Richard Donnell, Executive Director at Zoopla, says: “The number of buyers and sellers agreeing home sales continues to increase year-on-year, demonstrating a continued desire of more households to move home in 2025. Improving mortgage affordability will support buying power in the second half of the year.
“However, buyers remain price-sensitive, especially in higher-value markets where the number of homes for sale has grown the most in the last year, boosting choice for home buyers.

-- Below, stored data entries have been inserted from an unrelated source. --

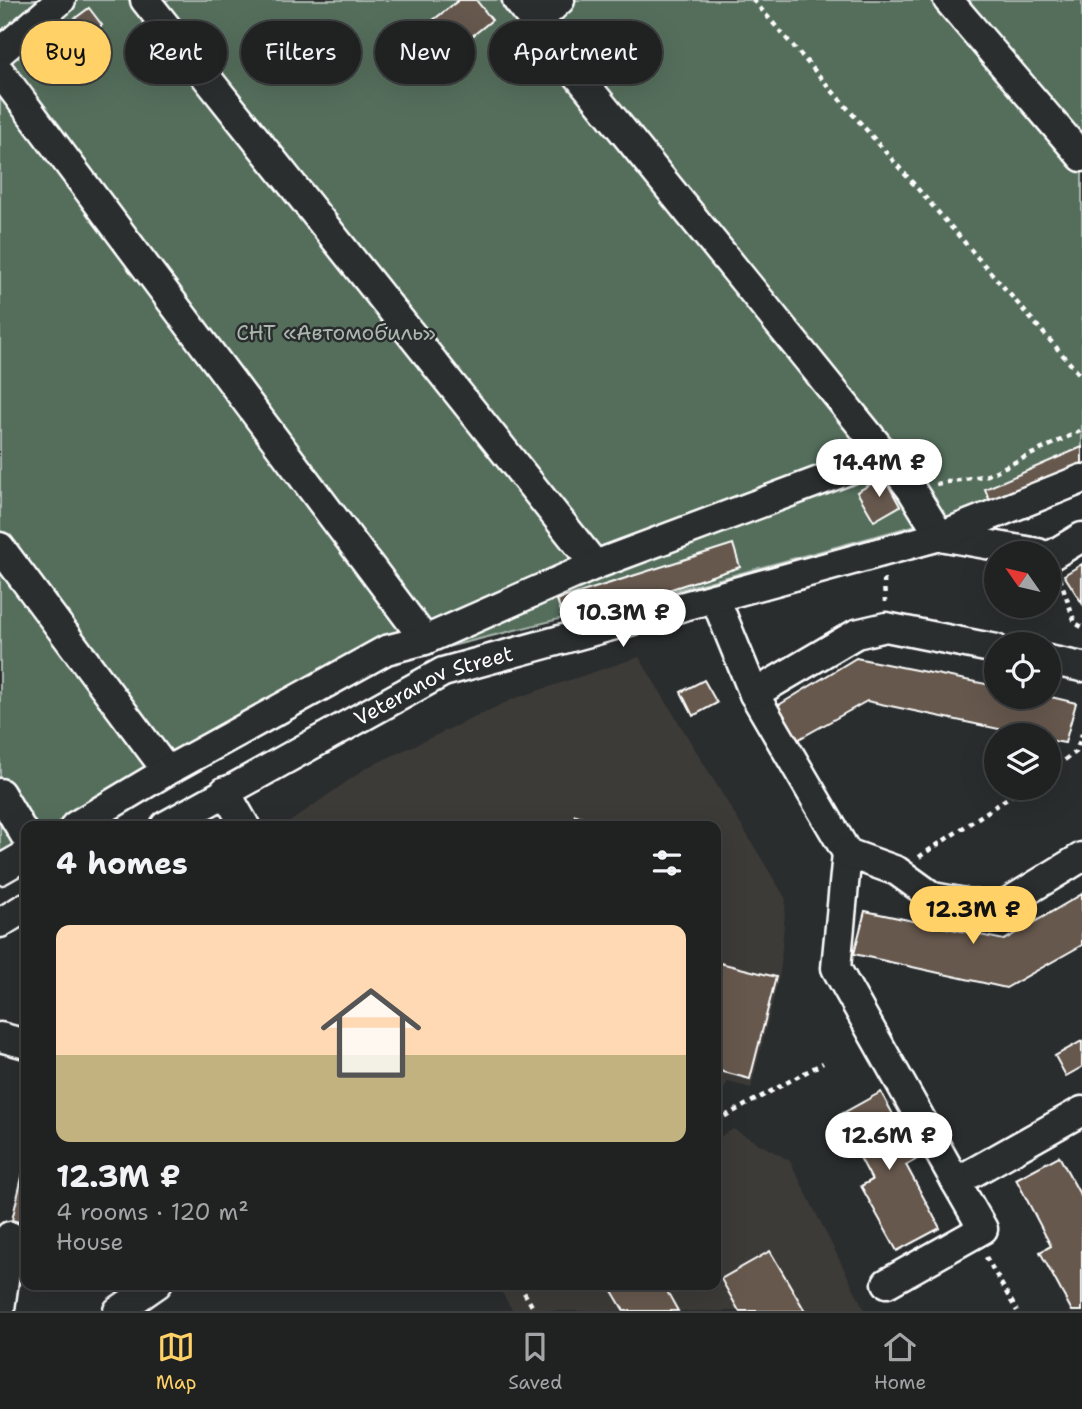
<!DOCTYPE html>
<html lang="en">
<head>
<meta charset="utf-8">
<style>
	:root { --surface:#202222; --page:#282a2a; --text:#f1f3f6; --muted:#a2a4a5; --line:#3d3f40; --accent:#ffd166 }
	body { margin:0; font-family:"Shantell Sans",sans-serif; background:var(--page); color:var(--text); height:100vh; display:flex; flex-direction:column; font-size:26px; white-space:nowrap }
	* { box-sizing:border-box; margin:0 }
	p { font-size:23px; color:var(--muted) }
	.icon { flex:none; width:38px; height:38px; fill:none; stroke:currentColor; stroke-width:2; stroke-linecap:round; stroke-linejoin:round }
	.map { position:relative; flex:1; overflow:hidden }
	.details { position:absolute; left:21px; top:821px; width:700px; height:469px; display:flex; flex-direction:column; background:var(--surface); border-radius:14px; box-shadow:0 7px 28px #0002,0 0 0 2px var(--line) }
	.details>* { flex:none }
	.top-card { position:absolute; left:21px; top:21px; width:700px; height:63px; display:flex; gap:14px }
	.needle { width:46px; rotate:304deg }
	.controls { position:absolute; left:984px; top:541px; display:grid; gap:14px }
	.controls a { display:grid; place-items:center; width:77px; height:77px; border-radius:50%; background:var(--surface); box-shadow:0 7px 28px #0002,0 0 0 2px var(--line); font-size:35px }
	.price { position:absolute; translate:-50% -60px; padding:0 16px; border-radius:24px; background:#fff; color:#222; font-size:23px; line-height:46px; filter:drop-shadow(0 2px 4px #0008) }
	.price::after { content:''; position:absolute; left:50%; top:42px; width:21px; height:16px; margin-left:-10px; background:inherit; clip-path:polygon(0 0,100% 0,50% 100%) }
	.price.selected { background:var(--accent); color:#111 }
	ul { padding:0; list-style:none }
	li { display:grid; align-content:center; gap:14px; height:371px; padding:0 35px }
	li+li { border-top:2px solid var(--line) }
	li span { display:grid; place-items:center; height:217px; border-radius:14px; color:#555 }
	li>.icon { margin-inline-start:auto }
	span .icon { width:126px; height:126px; fill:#fffc; stroke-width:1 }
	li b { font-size:30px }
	h2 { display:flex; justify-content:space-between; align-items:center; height:84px; padding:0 35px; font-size:30px }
	.chip { padding:0 24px; border-radius:32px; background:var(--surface); box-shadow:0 7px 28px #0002,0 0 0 2px var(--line); font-size:24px; line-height:63px }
	.chip.selected { background:var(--accent); color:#111 }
	.tabs { display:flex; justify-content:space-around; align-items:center; height:98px; border-top:2px solid var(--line); background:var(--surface); font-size:19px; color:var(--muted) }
	.tabs a { display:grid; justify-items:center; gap:4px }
	.tabs .selected { color:var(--accent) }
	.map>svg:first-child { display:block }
	.built { fill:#3c3a37 }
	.green { fill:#556e5c; stroke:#aab6ae; stroke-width:2 }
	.building { fill:#66594d; stroke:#fff; stroke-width:2 }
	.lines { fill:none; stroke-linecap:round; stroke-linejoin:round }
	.minor-casing { stroke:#fff; stroke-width:33 }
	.path { stroke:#fff; stroke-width:4.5; stroke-dasharray:5 5; stroke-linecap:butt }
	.minor { stroke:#2a2d2e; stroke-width:28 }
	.labels { text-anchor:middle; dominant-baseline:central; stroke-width:5; stroke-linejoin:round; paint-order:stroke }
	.park-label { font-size:21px; fill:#aab6ae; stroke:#2a2d2e }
	.street-label { font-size:21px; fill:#fff; stroke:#2a2d2e }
</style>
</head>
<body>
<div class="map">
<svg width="1082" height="1311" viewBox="0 0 1082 1311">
	<rect width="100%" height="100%" fill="#2a2d2e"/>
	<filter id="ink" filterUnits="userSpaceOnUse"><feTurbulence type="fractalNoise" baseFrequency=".0143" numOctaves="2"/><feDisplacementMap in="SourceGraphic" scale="14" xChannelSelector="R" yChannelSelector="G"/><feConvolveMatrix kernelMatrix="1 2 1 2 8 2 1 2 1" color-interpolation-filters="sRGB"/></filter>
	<g filter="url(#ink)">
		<path class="built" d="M639 657 786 899 780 973 751 1088 728 1082 722 1092 716 1096V826H284L366 768 513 699Z
			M733 1129 790 1161 865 1311H513L497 1285 716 1284V1139Z"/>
		<path class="green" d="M0 0H1082V466L971 510 708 582 387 662 97 826H26L0 881Z"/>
		<path class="building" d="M459 0H476L492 20 455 50 432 21Z
			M89 8 102 25 79 43 66 25Z
			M1082 447V465L991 504 985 489Z
			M884 477 900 506 874 521 857 492Z
			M733 544 740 567 565 623 557 600Z
			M1082 564V603L1064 575Z
			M856 658 996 686V696H1047L1076 703 1065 743 1048 740V735H1027L867 701 790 744 769 711Z
			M704 680 717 703 693 716 681 692Z
			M575 815 611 824 610 826H572Z
			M1082 894V945L1006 988 854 954 865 911 1004 940Z
			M716 962 776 977 750 1079 716 1070Z
			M1082 1041V1067L1066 1076 1055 1056Z
			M881 1092 917 1159 906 1165 940 1228 897 1251 861 1186 872 1180 838 1116Z
			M1059 1156 1082 1198V1311H1072L1040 1252 1051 1246 1016 1179Z
			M26 1160V1224L12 1220Z
			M770 1251 805 1311H739L721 1279Z
			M608 1284H663L678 1311H624Z"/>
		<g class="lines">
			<g class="minor-casing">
				<g id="minor">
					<path d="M145 0 595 565"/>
					<path d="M517 0 886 456 911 489 940 536 1038 553"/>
					<path d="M948 0 1082 157"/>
					<path d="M534 24 560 0"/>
					<path d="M0 52 61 0"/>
					<path d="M0 72 425 640"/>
					<path d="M0 547 167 771"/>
					<path d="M1048 555H1052L1082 537"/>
					<path d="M715 598 754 694 847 853 836 968 956 1182 1082 1111"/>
					<path d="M1048 660 1082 667"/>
					<path d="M754 694 856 634 886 627 996 649"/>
					<path d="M225 791 245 826"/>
					<path d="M0 793 26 837"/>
					<path d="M75 826 167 771 386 650 425 640 595 565 886 456"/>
					<path id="s1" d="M165 826 443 672 940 536 1082 479"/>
					<path d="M847 853 897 871 933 897 997 909 1082 857"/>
					<path d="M0 870 26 855"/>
					<path d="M0 923 26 907"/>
					<path d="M0 1037 26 1044"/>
					<path d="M887 1283 983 1229 956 1182"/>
					<path d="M0 1309 10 1236"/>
					<path d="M118 1311 157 1284"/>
				</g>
			</g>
			<path class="path" d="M753 0 1082 377
				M936 484 988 475 1082 430
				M1060 578 1075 623 1082 627
				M884 579 885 602
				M1048 771 1076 752 1082 734
				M919 857 1023 788
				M716 1121 823 1063
				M986 1257 1017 1311
				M519 1284 535 1311"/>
			<use href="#minor" class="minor"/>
		</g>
	</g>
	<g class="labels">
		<g class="park-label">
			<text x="336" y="333">СНТ «Автомобиль»</text>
		</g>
		<g class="street-label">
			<text stroke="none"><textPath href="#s1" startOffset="304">Veteranov Street</textPath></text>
		</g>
	</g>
</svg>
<div class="controls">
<a><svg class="needle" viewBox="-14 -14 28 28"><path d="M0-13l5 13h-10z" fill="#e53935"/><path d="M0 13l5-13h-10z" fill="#a2a4a5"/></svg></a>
<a><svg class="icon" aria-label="locate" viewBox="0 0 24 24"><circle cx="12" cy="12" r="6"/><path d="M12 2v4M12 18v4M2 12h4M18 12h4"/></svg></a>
<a><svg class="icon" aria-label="layers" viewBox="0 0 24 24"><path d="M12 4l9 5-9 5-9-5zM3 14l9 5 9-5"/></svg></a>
</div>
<b class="price" style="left:879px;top:499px">14.4M ₽</b>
<b class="price" style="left:623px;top:649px">10.3M ₽</b>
<b class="price selected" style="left:973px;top:946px">12.3M ₽</b>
<b class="price" style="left:889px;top:1172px">12.6M ₽</b>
<div class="top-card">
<a class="chip selected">Buy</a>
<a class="chip">Rent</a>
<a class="chip">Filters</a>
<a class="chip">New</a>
<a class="chip">Apartment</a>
</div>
<section class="details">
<h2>4 homes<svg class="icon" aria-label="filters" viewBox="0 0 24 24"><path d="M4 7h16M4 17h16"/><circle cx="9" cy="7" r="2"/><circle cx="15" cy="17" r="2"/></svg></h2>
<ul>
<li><span style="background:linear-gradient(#ffd9b3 60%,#c2b280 0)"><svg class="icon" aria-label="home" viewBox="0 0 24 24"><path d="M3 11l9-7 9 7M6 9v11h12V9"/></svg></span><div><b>12.3M ₽</b><p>4 rooms · 120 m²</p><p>House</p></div></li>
</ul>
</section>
</div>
<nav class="tabs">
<a class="selected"><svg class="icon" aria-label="map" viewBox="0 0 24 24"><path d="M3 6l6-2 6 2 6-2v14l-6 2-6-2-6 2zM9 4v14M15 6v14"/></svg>Map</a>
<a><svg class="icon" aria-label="saved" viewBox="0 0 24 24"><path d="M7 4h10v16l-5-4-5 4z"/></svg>Saved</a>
<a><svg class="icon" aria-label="home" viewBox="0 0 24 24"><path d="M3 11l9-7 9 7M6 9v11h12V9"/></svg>Home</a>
</nav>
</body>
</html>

Serious sellers need to be realistic on where they set their asking price in order to achieve a sale and secure a home move in 2025.
“The market remains on track for 5% more sales in 2025 but house price inflation will remain between 1% and 2%.”
PRICE POSITIVELY

Sarah Cartlidge, Branch Manager at Fraser Reeves estate agents in the North West, adds: “We’re delighted to be seeing increased vendor confidence this year, with more properties coming on to the market than in 2024.
“However, property price remains key to agreeing a sale.
“We’re always keen to emphasise to prospective vendors that they do need to price positively and realistically from the get-go, in order to secure a good buyer in good time, and to make the best first impression possible when their property hits the market.
“We know that any property can sell for the right price, taking into account the local competition and the particular characteristics of each individual home.”
IMPROVED CERTAINTY

Nathan Emerson, Chief Executive at Propertymark, says: “It’s encouraging to see further house price growth, as people continue to approach the buying and selling process with improved certainty.
“Although we are still seeing elevated base rates currently sitting at 4.25 per cent, we are starting to see some high street lenders offering sub 4 per cent mortgage deals.
“We have witnessed the recent announcement of a National Housing Bank which hopes to combine a public investment of £16bn and a potential private investment of £53bn to help make 500,000 new homes a reality, which will likely be universally beneficial to all when it comes to homeownership.”
GEOPOLITICAL RISKS FADING

Tom Bill, head of UK residential research at Knight Frank, “The current supply glut has put downwards pressure on asking prices, which sellers must take into account if they need to transact sooner rather than later.
“Geopolitical and tariff risks appear to be fading, which points to a smoother ride for the housing market in the second half of the year, which should be boosted by at least two rate cuts.
“However, the government’s non-existent financial headroom means tax rise speculation is likely to intensify ahead of the autumn Budget in a re-run of last year.”